Because I didn’t include breakfast in my accounting. Because this story may contain gaps, holes, clues like salt.)
In any case, he makes pancakes with chocolate chips, as requested.
And I gut through, all the way to the last page, which, to be clear, no one has asked me to do at all. The story of my life. Strange. I don’t want to come to this conclusion, but it seems apparent and obvious when I arrive. What to make of this human being, sitting in the spotlight?
Close the newspaper, push back the chair, stand.
She makes things up, invents tasks. She does what pleases her, in service of her own private goals, needs and wants. Even the acts in her life that may appear to others as sacrifice (staying home to care for four children) have been in fact no sacrifice at all and exactly what she wants to do.
The pain that she feels when she tells herself this story is pain of her own making. (Selfish, useless, unworthy, who would want to be your friend?)
She slumps. She notices. She changes her shape.
She gathers up two notebooks, pencils, and her youngest son, who isn’t thrilled about the idea, who has to be wheedled and coerced and only participates as a favour, and they go outside and find a flower (it isn’t wild, but there’s a bee on it) and they sit together and draw.
The ground is damp from a soaking rain last night.
The plant’s roots look like hair, pushing it out from the dirt, and she spends too much time trying to get them right—roots, hair, unsatisfying scribbles.
Done, they show each other what they’ve made. Her son has drawn his flower being visited by the bee, even though the real bee has flown away, and she likes that, very much. She hasn’t thought to include the bee, distracted by trying to draw exactly what’s before her.
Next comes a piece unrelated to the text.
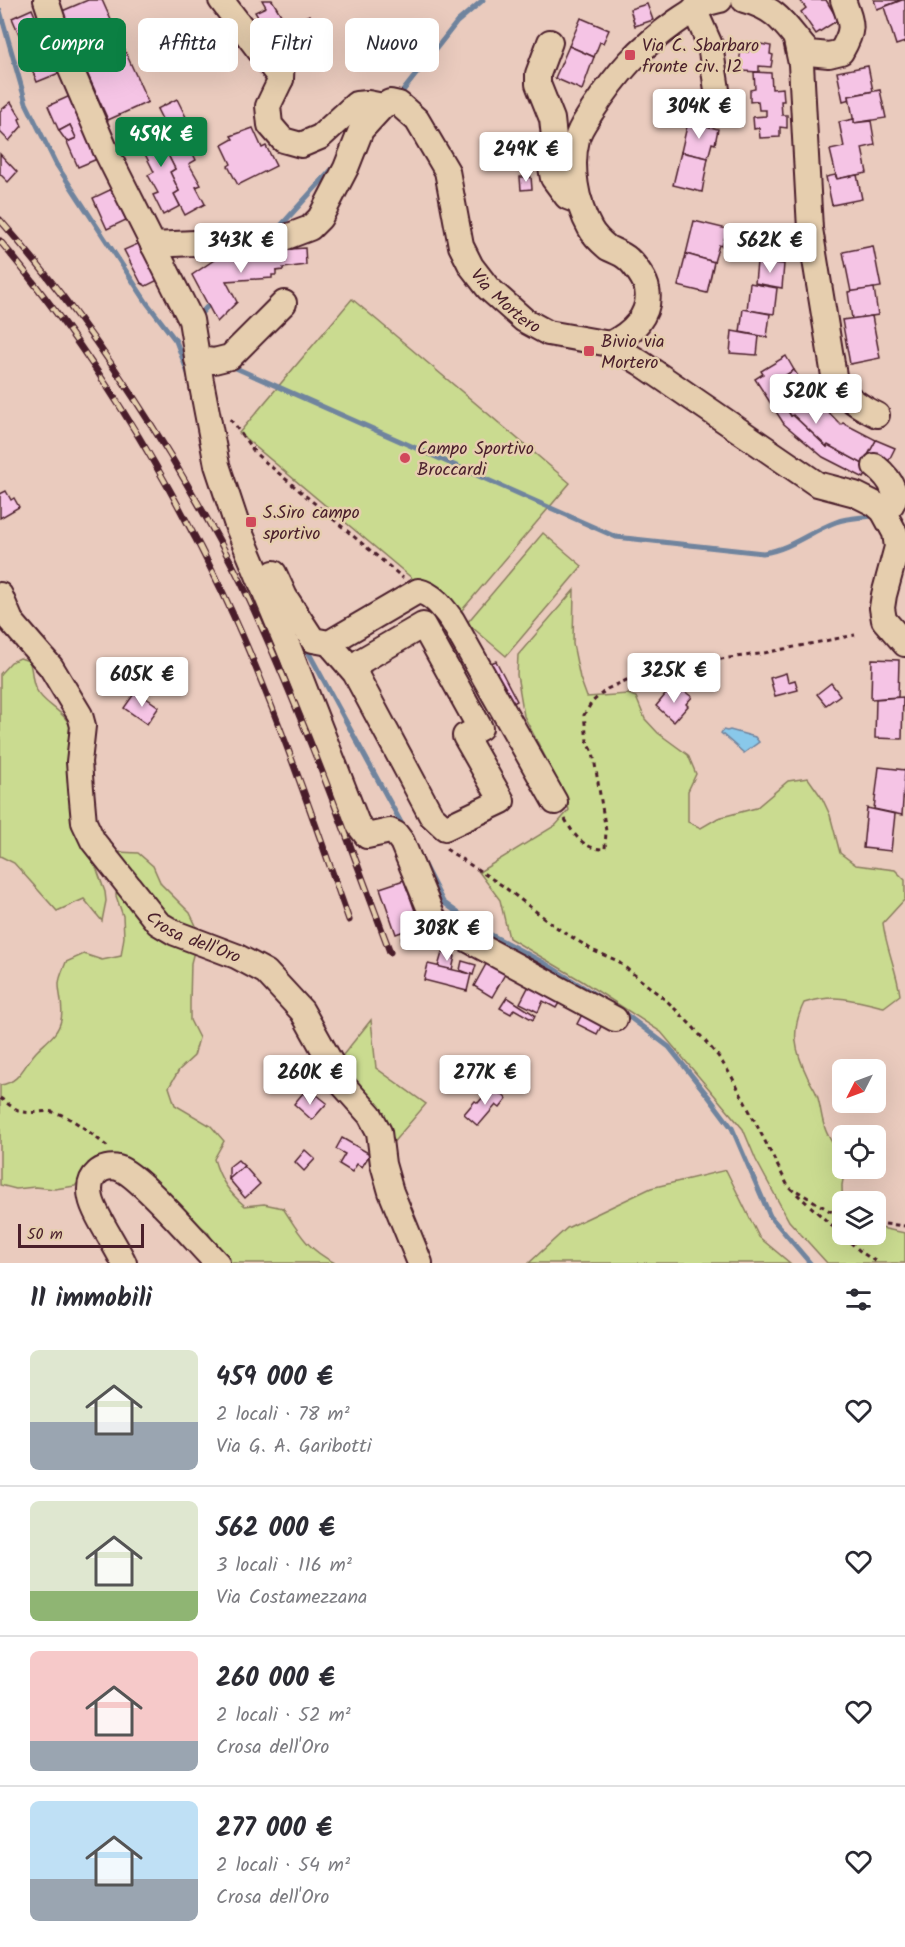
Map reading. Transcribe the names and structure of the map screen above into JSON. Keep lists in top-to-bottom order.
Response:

“Will we do this again, do you think?”
He doesn’t think so, probably not.
But she isn’t deflated; the opposite. She’s glad to have tried it: to have found and followed a clue—out of curiosity, because she wants to know, to see what it would be like, and later, maybe, she will write about it. Everything she does, she might write about. She might turn it into something else. Or pin it to the wall. Or learn a little something, something very very small.
—That the flower is a Marigold. Tagetes erecta.—
And something else. But what is it, what is it, that tiny fragment of hope buzzing between the lines?